Your name on the deeds? Not always a guarantee of property rights…
Today, 9th November 2011 the Supreme Court has issued its long-awaited decision on property rights of unmarried partners. The case provides clarity on issues affecting jointly-owned property following its previous decision in Stack-v-Dowden.
The court considered what should happen when a joint owner of a property abandons it. The case is most relevant to unmarried partners who own a home together with both names on the deeds.
Often, unmarried partners will not go into print on any agreement they reach as to who should own what proportion of the property. The normal default position is that they are joint owners - the property passes to one of them when the other dies. They might say that they are tenants in common in equal shares - each owning half the property.
Problems arise when the relationship breaks down. The court has to consider what should happen to the house and who should get what from it. The court then has to look at the whole course of dealings of the owners - including who has contributed what. The court will seek to infer or impute an intention on the owners from examining their conduct.
The court has been slow in the past to look into what has taken place during the relationship and cohabitation, in any great detail. Certainly, any difference in contributions to the purchase price is still likely to be disregarded if there is joint ownership.
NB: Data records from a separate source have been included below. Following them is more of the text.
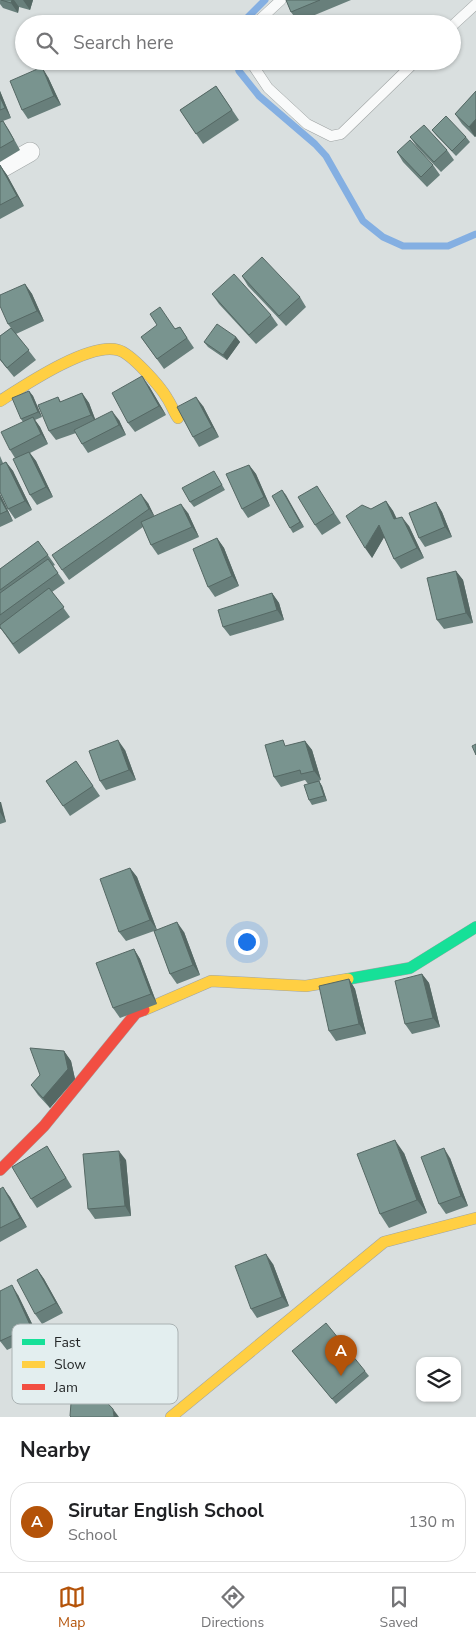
<!DOCTYPE html>
<style>
:root{--surface:#fff;--page:#f6f6f6;--text:#202124;--muted:#757577;--line:#e0e0e0;--accent:#b45309}
body{margin:0;font-family:"Nunito Sans",sans-serif;background:var(--page);color:var(--text)}
.controls{position:absolute;right:15px;bottom:15px;display:grid;overflow:hidden;border-radius:10px;box-shadow:0 1px 4px #0004}
.controls button{width:45px;height:45px;display:grid;place-items:center;padding:0;border:0;border-bottom:1px solid var(--line);background:var(--surface);color:var(--text);font:25px sans-serif}
.you{position:absolute;left:246px;top:941px;width:18px;height:18px;margin:-12px;border:4px solid #fff;border-radius:50%;background:#1a73e8;box-shadow:0 0 0 8px #1a73e833}
.badge{display:grid;place-items:center;width:32px;height:32px;border-radius:50%;background:var(--accent);color:#fff;font-size:16px;font-weight:700}
.pin{position:absolute;translate:-50% -41px;filter:drop-shadow(0 1px 2px #0008)}
.pin::after{content:'';position:absolute;top:26px;width:18px;height:15px;background:inherit;clip-path:polygon(0 0,100% 0,50% 100%)}
.list{margin:0;padding:0;list-style:none}
h2{display:flex;justify-content:space-between;align-items:center;height:65px;margin:0;padding:0 20px;font-size:21px}
h2 small{font-size:16px;font-weight:400;color:var(--muted)}
.list li{display:grid;grid-template-columns:32px 1fr auto;gap:15px;align-items:center;box-sizing:border-box;height:80px;margin:0 10px 10px;padding:0 10px;border:1px solid var(--line);border-radius:20px}
.list b{display:block;font-size:19px;white-space:nowrap}
.list p{margin:0;font-size:16px;white-space:nowrap;color:var(--muted)}
.list em{font-size:16px;font-style:normal;color:var(--muted)}
.icon{flex:none;width:28px;height:28px;fill:none;stroke:currentColor;stroke-width:2;stroke-linecap:round;stroke-linejoin:round}
.map{position:relative;flex:none;width:476px;height:1417px;overflow:hidden}
.search{position:absolute;background:var(--surface);box-shadow:0 1px 4px #0004;left:15px;right:15px;top:15px;height:55px;display:flex;align-items:center;gap:12px;box-sizing:border-box;padding:0 18px;border-radius:28px;color:var(--muted);font-size:19px}
.sheet{height:155px;background:var(--surface)}
nav{display:flex;justify-content:space-around;align-items:center;box-sizing:border-box;height:70px;border-top:1px solid var(--line);background:var(--surface);font-size:14px;color:var(--muted)}
nav a{display:grid;justify-items:center;gap:2px}
nav .on{color:var(--accent)}
.map>svg:first-child{display:block}
.lines{fill:none;stroke-linecap:round;stroke-linejoin:round}
.stream{stroke:#84afe2;stroke-width:7}
.lane-casing{stroke:#9fa4a4;stroke-width:11}
.street-casing{stroke:#9fa4a4;stroke-width:20}
.fast-casing{stroke:#9fa4a4;stroke-width:12}
.slow-casing{stroke:#9fa4a4;stroke-width:12}
.jam-casing{stroke:#9fa4a4;stroke-width:12}
.lane{stroke:#f9fafa;stroke-width:10}
.street{stroke:#f9fafa;stroke-width:19}
.fast{stroke:#16e098;stroke-width:11}
.slow{stroke:#ffcf43;stroke-width:11}
.jam{stroke:#f24e42;stroke-width:11}
.wall{fill:#687f7b}
.shaded-wall{fill:#556864}
.building{fill:#79948f;stroke:#556864}
.key{fill:#e3eeef;stroke:#aab2b3;stroke-width:1}
.key-label{font-size:14px;fill:#242728}
</style>
<div class="map">
<svg width="476" height="1417" viewBox="0 0 476 1417">
<rect width="100%" height="100%" fill="#d9dfdf"/>
<g class="lines">
<path class="stream" d="M241,24L265,0
M236,61L239,71L259,96L315,144L326,156L363,221L383,237L403,246H448L476,234"/>
<defs>
<path id="lane" d="M255,24L281,0
M452,26L476,4
M250,61L268,88L307,124L331,136L341,134L416,61"/>
<path id="street" d="M0,169L30,152"/>
<path id="fast" d="M348,979L410,968L476,927"/>
<path id="slow" d="M0,401C25,385 89,342 118,350C131,353 160,386 167,398C171,404 174,412 178,418
M144,1010L211,981L306,986L348,979
M171,1417L384,1242L476,1218"/>
<path id="jam" d="M0,1170L44,1126L136,1013L144,1010"/>
</defs>
<use href="#lane" class="lane-casing"/>
<use href="#street" class="street-casing"/>
<use href="#fast" class="fast-casing"/>
<use href="#slow" class="slow-casing"/>
<use href="#jam" class="jam-casing"/>
<use href="#lane" class="lane"/>
<use href="#street" class="street"/>
<use href="#fast" class="fast"/>
<use href="#slow" class="slow"/>
<use href="#jam" class="jam"/>
</g>
<path class="wall" d="M0,0H33L30,10L19,7L18,13L3,8L0,4Z
M286,0H351L298,22L291,12Z
M48,77L61,105L28,119L22,110Z
M216,86L239,120L203,144L180,110Z
M0,91L11,118L3,121L9,130L20,150L0,162Z
M476,91V136L475,137L462,124L455,114Z
M432,130L466,137L470,142L456,156L436,135Z
M410,137L447,150L454,160L441,172L417,147Z
M397,152L433,165L440,175L427,187L403,162Z
M0,165L7,175L24,206L0,219Z
M242,276L300,297L306,307L286,326L248,286Z
M25,284L32,294L44,321L16,334L36,360L14,377L0,360V336L11,328L8,324Z
M212,294L271,315L278,325L256,344L219,304Z
M180,327L194,348L164,369L141,337Z
M236,337L240,342L227,360L208,347L204,342Z
M149,386L166,415L135,432L128,423Z
M29,391L33,396L42,417L35,420L40,427L48,444L30,453L36,461L53,497L37,505L30,495L15,458L10,450L23,422L21,419Z
M82,393L89,403L95,419L119,420L126,435L88,453L82,444L76,433L56,440L49,431L58,397L61,402Z
M203,406L219,437L199,447L193,437Z
M0,456L3,463L6,462L13,471L32,510L15,519L8,509L0,492Z
M249,465L256,474L270,506L248,518L242,509Z
M217,476L225,490L194,507L190,502Z
M282,490L304,527L293,533L290,528Z
M0,494L13,521L0,527Z
M323,496L341,523L322,535L315,525Z
M386,501L393,511L397,519L409,526L424,558L401,569L394,559L384,537L372,558L371,509Z
M436,502L442,512L452,537L425,547L419,538Z
M148,503L154,516L188,513L199,537L158,555L151,545L143,527L69,580L62,570Z
M217,538L224,548L239,586L215,597L208,587Z
M38,541L55,565L53,566L65,583L52,592L70,617L19,654L1,629H0V569Z
M456,571L463,580L473,623L444,629L437,620Z
M272,593L279,603L284,620L230,636L223,627Z
M305,741L312,750L321,780L319,781L322,786L327,801L312,805L309,800L308,784L305,780L281,787L274,777L287,746Z
M125,750L136,780L106,790L100,781Z
M76,761L100,796L70,816L46,781Z
M0,802L6,822L0,824Z
M130,868L137,877L157,930L184,932L200,975L177,984L170,974L154,931L126,941L119,932Z
M134,949L140,959L157,1004L120,1018L113,1008Z
M422,974L429,983L440,1027L412,1034L405,1024Z
M349,979L355,989L366,1034L336,1041L329,1031Z
M64,1051L71,1061L75,1079L50,1108L38,1095L31,1085Z
M47,1146L53,1156L72,1187L37,1208L31,1199Z
M404,1153L427,1213L389,1228L380,1214Z
M450,1158L468,1206L446,1214L439,1204Z
M126,1160L131,1216L95,1219L88,1209Z
M0,1189L10,1197L27,1227L0,1242Z
M273,1264L289,1306L257,1318L251,1309Z
M37,1269L44,1279L63,1313L42,1324L35,1314Z
M1,1290L18,1295L38,1336L7,1350L0,1341Z
M292,1351L365,1371L369,1376L336,1404Z"/>
<path class="shaded-wall" d="M12,0H14L19,7L18,13L11,3Z
M23,0H33L30,10Z
M42,67L48,77L61,105L54,96Z
M0,91L11,118L5,108L0,97Z
M476,119V136L475,137L469,127Z
M0,165L7,175L24,206L17,196Z
M25,284L32,294L44,321L37,311Z
M236,337L240,342L227,360L223,355Z
M142,376L149,386L166,415L159,406Z
M29,391L33,396L42,417L38,412Z
M82,393L89,403L97,424L91,415Z
M196,397L203,406L219,437L212,427Z
M112,411L119,420L126,435L119,425Z
M33,417L40,427L48,444L41,434Z
M29,452L36,461L53,497L46,487Z
M6,462L13,471L32,510L25,501Z
M249,465L256,474L270,506L264,497Z
M282,490L286,495L304,527L300,522Z
M0,494L13,521L7,511L0,498Z
M141,494L148,503L156,519L149,509Z
M386,501L393,511L401,529L394,519Z
M436,502L442,512L452,537L445,527Z
M181,504L188,513L199,537L192,527Z
M402,517L409,526L424,558L417,548Z
M379,525L386,534L372,558L365,548Z
M217,538L224,548L239,586L232,576Z
M456,571L463,580L473,623L466,613Z
M272,593L279,603L284,620L277,610Z
M118,740L125,750L136,780L129,770Z
M305,741L312,750L321,780L314,771Z
M319,781L322,786L327,801L324,796Z
M0,802H1L6,822L0,812Z
M130,868L137,877L157,930L150,920Z
M177,922L184,932L200,975L193,965Z
M134,949L140,959L157,1004L151,994Z
M422,974L429,983L440,1027L433,1018Z
M349,979L355,989L366,1034L359,1024Z
M64,1051L71,1061L75,1079L50,1108L43,1098Z
M395,1140L404,1153L427,1213L417,1200Z
M444,1148L450,1158L468,1206L461,1196Z
M119,1151L126,1160L131,1216L125,1206Z
M3,1187L10,1197L27,1227L20,1218Z
M266,1254L273,1264L289,1306L282,1297Z
M37,1269L44,1279L63,1313L56,1303Z
M12,1285L18,1295L38,1336L31,1327Z
M113,1409L119,1417H114Z"/>
<path class="building" d="M1,0H12L11,3Z
M286,0H320L291,12Z
M42,67L54,96L22,110L10,81Z
M216,86L232,110L196,134L180,110Z
M476,91V119L469,127L455,114Z
M0,97L5,108L0,110Z
M446,116L466,137L452,151L432,130Z
M3,121L14,140L0,148V122Z
M424,125L447,150L434,162L410,137Z
M410,140L433,165L421,177L397,152Z
M0,165L17,196L0,205Z
M262,257L300,297L279,316L242,276Z
M234,274L271,315L249,335L212,294Z
M25,284L37,311L8,324L0,306V295Z
M160,307L175,329L180,327L187,338L157,359L141,337L157,325L150,314Z
M217,324L236,337L223,355L204,342Z
M11,328L29,350L7,368L0,359V336Z
M142,376L159,406L128,423L112,393Z
M29,391L38,412L21,419L12,398Z
M82,393L91,415L49,431L38,405L58,397L60,402Z
M196,397L212,427L193,437L177,407Z
M112,411L119,425L82,444L74,430Z
M33,417L41,434L10,450L1,432Z
M29,452L46,487L30,495L13,459Z
M6,462L25,501L8,509L0,492V465Z
M249,465L264,497L242,509L226,474Z
M214,471L222,485L190,502L182,488Z
M317,486L334,513L315,525L298,497Z
M282,490L300,522L290,528L272,496Z
M141,494L149,509L62,570L52,555Z
M0,498L7,511L0,514Z
M386,501L394,519L402,517L417,548L394,559L379,525L365,548L346,516L362,505L371,509Z
M436,502L445,527L419,538L409,513Z
M181,504L192,527L151,545L141,522Z
M217,538L232,576L208,587L193,549Z
M38,541L48,555L0,590V569Z
M48,559L58,573L0,615V593Z
M456,571L466,613L437,620L427,578Z
M49,588L64,607L13,644L0,627V625Z
M272,593L277,610L223,627L218,610Z
M118,740L129,770L100,781L89,751Z
M283,740L285,746L305,741L314,771L301,774L300,770L274,777L265,745Z
M476,744V755L472,746Z
M76,761L93,786L63,806L46,781Z
M319,781L324,796L309,800L304,785Z
M130,868L150,920L119,932L100,879Z
M177,922L193,965L170,974L154,931Z
M134,949L151,994L113,1008L96,963Z
M422,974L433,1018L405,1024L395,981Z
M349,979L359,1024L329,1031L319,986Z
M30,1048L64,1051L68,1069L43,1098L31,1085L40,1075Z
M395,1140L417,1200L380,1214L357,1154Z
M47,1146L66,1178L31,1199L12,1167Z
M444,1148L461,1196L439,1204L421,1157Z
M119,1151L125,1206L88,1209L83,1154Z
M3,1187L20,1218L0,1228V1189Z
M266,1254L282,1297L251,1309L235,1266Z
M37,1269L56,1303L35,1314L17,1280Z
M12,1285L31,1327L0,1341V1291Z
M326,1323L365,1371L332,1399L292,1351Z
M94,1389L113,1409L114,1417H71L70,1416L72,1390Z"/>
<rect x="12" y="1324" width="166" height="80" rx="8" class="key"/>
<rect x="22" y="1339" width="23" height="6" fill="#16e098"/>
<rect x="22" y="1361" width="23" height="7" fill="#ffcf43"/>
<rect x="22" y="1384" width="23" height="6" fill="#f24e42"/>
<g class="key-label">
<text x="54" y="1347">Fast</text>
<text x="54" y="1369">Slow</text>
<text x="54" y="1392">Jam</text>
</g>
</svg>
<div class="controls">
<button><svg class="icon" aria-label="layers" viewBox="0 0 24 24"><path d="M12 4l9 5-9 5-9-5zM3 14l9 5 9-5"/></svg></button>
</div>
<div class="you"></div>
<div class="pin badge" style="left:341px;top:1376px">A</div>
<div class="search"><svg class="icon" aria-label="search" viewBox="0 0 24 24"><circle cx="10" cy="10" r="6"/><path d="M15 15l6 6"/></svg>Search here</div>
</div>
<section class="sheet">
<h2>Nearby<small></small></h2>
<ul class="list">
<li><span class="badge">A</span><div><b>Sirutar English School</b><p>School</p></div><em>130 m</em></li>
</ul>
</section>
<nav>
<a class="on"><svg class="icon" aria-label="map" viewBox="0 0 24 24"><path d="M3 6l6-2 6 2 6-2v14l-6 2-6-2-6 2zM9 4v14M15 6v14"/></svg>Map</a>
<a><svg class="icon" aria-label="directions" viewBox="0 0 24 24"><path d="M12 3l9 9-9 9-9-9zM9 14v-3h6M13 9l2 2-2 2"/></svg>Directions</a>
<a><svg class="icon" aria-label="saved" viewBox="0 0 24 24"><path d="M7 4h10v16l-5-4-5 4z"/></svg>Saved</a>
</nav>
But, after separation, a failure to keep up involvement in ownership of the property can have a marked impact on their legal interests.
In Kernott -v- Jones, Mr Kernott left the jointly-owned property in 1993 and bought another house for himself in 1996. He made no contributions towards the joint property after 1993 and the court decided that he should not profit from the increase in value since that date. His buying another property was taken as a demonstration that he had no interest in "availing himself of the beneficial ownership" of the property, having ignored it completely whilst he had his own property upon which he concentrated. He could not have afforded to pay for the two properties.
If Mr Kernott had taken action to realise his interest in the property before buying his new home, or had contributed to the mortgage after leaving, the outcome might well have been different. As it stands, his 50% share was reduced to 10%.
Separating unmarried couples should seek early advice about their property. Losing interest in maintaining and paying for a property may very well result in losing a legal interest in it. Departing partners need to take early action and not let sleeping dogs lie.